Ultimately we envision moving beyond the 2D obstacle courses in this initial proof of concept to open-ended discovery in a breadth of interesting domains. For example, while parkour has been explored in 3D on obstacle courses designed by humans, POET could invent radical new courses and solutions to them at the same time. POET could similarly produce fascinating new kinds of soft robots for unique challenges it invents that only soft robots can solve. At a more practical level, it could generate simulated test courses for autonomous driving that both expose unique edge cases and demonstrate solutions to them.
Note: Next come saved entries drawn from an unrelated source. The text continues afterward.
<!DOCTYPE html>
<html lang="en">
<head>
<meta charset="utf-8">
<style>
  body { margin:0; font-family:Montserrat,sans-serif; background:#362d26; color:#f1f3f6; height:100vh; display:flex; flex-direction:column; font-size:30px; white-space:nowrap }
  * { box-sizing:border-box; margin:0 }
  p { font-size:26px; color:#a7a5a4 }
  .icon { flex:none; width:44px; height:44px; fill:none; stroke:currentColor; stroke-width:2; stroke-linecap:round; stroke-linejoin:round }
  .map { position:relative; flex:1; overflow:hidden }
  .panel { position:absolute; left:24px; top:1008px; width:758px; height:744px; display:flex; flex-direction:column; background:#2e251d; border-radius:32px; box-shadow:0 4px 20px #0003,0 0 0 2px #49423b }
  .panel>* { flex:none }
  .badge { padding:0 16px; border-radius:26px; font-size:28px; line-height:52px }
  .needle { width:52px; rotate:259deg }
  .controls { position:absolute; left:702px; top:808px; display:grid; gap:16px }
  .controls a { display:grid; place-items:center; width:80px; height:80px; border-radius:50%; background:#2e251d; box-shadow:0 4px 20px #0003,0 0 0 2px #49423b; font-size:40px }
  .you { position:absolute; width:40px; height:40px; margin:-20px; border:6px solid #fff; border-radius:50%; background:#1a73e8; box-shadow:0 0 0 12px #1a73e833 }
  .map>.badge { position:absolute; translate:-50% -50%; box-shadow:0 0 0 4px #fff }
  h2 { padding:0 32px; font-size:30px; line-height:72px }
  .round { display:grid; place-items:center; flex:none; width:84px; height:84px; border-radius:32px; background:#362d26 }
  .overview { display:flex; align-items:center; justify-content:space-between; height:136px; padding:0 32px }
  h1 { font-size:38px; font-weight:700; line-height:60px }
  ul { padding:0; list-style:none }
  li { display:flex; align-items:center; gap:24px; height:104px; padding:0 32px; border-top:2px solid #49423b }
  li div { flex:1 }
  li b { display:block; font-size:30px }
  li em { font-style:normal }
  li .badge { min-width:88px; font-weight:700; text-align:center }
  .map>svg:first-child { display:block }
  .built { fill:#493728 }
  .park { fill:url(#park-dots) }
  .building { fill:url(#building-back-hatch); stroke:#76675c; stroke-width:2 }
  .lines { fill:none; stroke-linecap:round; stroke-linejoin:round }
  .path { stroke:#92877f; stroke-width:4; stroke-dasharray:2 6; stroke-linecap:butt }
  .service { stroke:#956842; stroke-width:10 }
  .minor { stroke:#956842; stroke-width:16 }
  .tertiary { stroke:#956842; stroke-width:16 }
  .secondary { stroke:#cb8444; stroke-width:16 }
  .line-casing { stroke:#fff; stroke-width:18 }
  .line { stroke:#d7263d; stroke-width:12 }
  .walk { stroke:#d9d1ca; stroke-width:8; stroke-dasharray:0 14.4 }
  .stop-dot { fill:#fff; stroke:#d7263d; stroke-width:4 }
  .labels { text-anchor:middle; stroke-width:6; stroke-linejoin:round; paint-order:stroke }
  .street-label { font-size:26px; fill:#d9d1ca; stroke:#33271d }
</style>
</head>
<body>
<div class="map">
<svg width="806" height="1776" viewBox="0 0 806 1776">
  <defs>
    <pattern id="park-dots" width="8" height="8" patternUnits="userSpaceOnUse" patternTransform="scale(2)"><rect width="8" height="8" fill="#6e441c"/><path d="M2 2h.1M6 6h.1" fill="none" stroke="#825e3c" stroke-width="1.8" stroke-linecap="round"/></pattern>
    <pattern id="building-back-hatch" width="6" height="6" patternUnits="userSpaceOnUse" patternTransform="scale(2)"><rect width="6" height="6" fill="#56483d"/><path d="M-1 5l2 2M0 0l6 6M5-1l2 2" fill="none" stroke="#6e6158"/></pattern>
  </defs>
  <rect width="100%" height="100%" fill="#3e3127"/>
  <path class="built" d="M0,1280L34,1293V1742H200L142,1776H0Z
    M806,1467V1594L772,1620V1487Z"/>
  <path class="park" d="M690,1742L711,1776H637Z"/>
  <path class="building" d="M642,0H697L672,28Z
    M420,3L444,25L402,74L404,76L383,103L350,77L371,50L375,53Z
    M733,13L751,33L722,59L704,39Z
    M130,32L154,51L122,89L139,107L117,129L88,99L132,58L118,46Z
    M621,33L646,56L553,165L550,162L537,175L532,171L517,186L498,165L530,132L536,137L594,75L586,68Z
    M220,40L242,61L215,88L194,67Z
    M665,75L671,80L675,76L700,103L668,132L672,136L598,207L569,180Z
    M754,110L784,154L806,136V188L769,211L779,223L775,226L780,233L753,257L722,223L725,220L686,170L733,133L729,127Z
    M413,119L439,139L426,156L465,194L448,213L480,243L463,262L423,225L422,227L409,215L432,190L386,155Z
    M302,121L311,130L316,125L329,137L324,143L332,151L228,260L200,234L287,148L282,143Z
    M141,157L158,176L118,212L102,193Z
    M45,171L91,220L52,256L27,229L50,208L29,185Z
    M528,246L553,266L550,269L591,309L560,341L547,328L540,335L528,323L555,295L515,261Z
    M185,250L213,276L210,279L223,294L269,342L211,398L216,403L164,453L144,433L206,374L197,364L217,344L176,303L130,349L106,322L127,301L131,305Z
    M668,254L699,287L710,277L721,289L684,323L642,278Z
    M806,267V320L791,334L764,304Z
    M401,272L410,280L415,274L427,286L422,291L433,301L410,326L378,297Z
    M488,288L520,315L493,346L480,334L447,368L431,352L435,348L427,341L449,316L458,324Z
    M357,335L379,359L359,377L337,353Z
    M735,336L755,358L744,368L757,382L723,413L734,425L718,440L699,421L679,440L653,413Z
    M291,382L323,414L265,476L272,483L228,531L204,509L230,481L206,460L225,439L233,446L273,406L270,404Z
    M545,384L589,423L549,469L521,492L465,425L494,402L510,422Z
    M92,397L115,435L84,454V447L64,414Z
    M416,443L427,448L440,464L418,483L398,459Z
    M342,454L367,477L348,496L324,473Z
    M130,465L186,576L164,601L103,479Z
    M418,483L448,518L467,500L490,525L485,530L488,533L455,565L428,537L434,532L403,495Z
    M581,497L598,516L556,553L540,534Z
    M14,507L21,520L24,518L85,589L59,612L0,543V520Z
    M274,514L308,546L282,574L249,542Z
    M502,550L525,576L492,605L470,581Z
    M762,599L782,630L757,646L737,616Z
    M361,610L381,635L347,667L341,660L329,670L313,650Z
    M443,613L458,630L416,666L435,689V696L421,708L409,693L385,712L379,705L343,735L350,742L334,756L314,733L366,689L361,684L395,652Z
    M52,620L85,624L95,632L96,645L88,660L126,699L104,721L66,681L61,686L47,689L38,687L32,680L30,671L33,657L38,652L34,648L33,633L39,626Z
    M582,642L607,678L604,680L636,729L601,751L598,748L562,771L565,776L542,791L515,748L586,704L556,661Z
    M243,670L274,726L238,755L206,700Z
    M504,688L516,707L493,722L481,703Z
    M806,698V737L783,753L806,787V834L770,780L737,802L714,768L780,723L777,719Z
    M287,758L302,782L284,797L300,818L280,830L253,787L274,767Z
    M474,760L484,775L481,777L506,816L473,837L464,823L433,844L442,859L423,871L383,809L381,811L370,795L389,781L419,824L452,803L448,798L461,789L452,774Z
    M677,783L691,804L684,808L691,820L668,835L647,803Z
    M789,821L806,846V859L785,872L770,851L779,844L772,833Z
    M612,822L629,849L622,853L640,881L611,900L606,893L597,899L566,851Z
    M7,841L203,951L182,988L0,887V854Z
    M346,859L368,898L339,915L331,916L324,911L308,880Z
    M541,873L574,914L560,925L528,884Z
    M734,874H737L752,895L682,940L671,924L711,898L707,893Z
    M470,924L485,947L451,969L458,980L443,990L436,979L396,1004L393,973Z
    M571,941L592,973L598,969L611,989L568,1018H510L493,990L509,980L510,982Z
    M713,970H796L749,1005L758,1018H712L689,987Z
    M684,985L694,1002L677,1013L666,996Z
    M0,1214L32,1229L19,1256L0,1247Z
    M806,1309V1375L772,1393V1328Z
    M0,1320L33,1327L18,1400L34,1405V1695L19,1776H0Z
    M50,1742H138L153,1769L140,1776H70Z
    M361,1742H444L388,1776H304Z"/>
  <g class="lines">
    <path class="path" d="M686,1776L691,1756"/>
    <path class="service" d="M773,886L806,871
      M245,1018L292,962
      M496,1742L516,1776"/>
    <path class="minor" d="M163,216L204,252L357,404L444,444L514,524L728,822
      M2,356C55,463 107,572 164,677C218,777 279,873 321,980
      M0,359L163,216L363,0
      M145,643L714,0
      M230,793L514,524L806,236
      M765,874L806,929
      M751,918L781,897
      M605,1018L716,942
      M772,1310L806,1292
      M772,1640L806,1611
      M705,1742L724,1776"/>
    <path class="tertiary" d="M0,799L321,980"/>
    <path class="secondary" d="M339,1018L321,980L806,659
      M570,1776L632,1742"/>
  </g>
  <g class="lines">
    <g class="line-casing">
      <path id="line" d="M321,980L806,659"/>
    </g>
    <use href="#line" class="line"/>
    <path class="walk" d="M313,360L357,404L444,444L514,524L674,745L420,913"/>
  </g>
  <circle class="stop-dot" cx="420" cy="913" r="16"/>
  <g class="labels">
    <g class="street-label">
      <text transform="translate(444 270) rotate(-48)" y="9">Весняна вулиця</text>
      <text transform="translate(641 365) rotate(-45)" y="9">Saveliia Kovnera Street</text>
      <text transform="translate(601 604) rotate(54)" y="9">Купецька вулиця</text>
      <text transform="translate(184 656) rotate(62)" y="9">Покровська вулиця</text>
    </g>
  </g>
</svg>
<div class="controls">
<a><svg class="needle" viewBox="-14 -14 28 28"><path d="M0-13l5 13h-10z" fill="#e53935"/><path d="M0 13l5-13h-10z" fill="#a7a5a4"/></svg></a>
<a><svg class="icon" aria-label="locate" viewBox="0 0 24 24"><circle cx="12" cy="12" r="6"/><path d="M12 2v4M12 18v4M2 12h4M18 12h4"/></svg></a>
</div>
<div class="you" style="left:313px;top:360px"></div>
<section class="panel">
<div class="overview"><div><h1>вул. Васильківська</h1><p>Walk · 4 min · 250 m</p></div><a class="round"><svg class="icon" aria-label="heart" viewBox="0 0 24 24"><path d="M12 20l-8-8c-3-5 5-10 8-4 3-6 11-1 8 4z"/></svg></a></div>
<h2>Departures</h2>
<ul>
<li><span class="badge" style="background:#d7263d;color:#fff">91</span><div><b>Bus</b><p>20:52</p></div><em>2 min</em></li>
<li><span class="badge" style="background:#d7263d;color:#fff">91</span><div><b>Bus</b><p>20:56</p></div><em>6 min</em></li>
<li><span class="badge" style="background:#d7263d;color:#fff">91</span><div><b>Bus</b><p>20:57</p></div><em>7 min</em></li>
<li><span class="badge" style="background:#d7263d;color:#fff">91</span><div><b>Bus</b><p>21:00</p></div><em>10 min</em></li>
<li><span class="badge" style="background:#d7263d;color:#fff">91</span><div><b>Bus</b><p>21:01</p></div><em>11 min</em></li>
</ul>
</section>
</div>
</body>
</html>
Even more exotic applications are conceivable, like inventing new proteins or chemical processes that perform novel functions that solve problems in a variety of application areas. Given any problem space with the potential for diverse variations, POET can blaze a trail through it.
We hope others will join us in exploring the potential of POET-based exploration. For that purpose, we provide an accompanying research article with technical details and will release source code soon.